━━━ Excerpted data ━━━
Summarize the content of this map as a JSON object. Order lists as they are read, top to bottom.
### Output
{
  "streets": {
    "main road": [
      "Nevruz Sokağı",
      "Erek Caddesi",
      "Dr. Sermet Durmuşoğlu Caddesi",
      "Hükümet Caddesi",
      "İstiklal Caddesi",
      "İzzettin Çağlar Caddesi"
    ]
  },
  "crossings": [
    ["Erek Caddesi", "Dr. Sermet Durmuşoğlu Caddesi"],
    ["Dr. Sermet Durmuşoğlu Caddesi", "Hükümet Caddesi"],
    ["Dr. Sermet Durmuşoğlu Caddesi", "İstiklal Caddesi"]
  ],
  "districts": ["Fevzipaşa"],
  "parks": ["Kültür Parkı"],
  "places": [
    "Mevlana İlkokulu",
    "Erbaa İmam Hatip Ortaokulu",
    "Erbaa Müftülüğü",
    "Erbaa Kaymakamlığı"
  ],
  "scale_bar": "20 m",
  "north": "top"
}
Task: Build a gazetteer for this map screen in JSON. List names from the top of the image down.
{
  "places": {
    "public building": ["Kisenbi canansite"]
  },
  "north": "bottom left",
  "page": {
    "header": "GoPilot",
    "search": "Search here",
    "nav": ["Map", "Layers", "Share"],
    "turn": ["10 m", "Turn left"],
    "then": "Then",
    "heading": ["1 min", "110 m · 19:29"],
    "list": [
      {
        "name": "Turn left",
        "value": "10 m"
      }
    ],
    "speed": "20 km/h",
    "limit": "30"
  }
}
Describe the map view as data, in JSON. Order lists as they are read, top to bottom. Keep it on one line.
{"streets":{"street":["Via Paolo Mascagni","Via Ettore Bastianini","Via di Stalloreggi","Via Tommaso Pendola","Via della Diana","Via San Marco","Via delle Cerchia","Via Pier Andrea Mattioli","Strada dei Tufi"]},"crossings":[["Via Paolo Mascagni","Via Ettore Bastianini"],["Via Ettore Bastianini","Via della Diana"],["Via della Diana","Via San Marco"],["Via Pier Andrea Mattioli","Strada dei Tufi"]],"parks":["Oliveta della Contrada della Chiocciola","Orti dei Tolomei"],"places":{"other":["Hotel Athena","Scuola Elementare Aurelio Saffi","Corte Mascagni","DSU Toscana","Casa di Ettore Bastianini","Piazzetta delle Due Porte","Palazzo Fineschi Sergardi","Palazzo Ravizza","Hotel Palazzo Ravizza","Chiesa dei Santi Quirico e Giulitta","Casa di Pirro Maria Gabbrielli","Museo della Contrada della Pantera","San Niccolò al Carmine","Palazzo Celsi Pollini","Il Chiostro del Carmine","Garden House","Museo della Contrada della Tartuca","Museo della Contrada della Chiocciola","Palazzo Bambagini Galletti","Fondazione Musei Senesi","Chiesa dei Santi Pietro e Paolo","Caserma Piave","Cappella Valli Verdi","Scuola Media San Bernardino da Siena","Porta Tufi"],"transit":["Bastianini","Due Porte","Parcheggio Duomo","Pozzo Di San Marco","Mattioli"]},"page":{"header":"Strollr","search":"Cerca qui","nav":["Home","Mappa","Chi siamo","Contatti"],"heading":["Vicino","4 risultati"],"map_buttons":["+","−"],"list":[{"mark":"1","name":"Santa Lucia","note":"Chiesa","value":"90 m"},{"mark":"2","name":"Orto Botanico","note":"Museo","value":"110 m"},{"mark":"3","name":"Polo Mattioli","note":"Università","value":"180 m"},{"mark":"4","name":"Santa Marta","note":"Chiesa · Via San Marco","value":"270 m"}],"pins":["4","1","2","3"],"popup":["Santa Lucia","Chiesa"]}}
━━━
▶ [What you need to do]: Find every line above that contains the word "they", and return each one.

▶ [Result below]:
Summarize the content of this map as a JSON object. Order lists as they are read, top to bottom.
Describe the map view as data, in JSON. Order lists as they are read, top to bottom. Keep it on one line.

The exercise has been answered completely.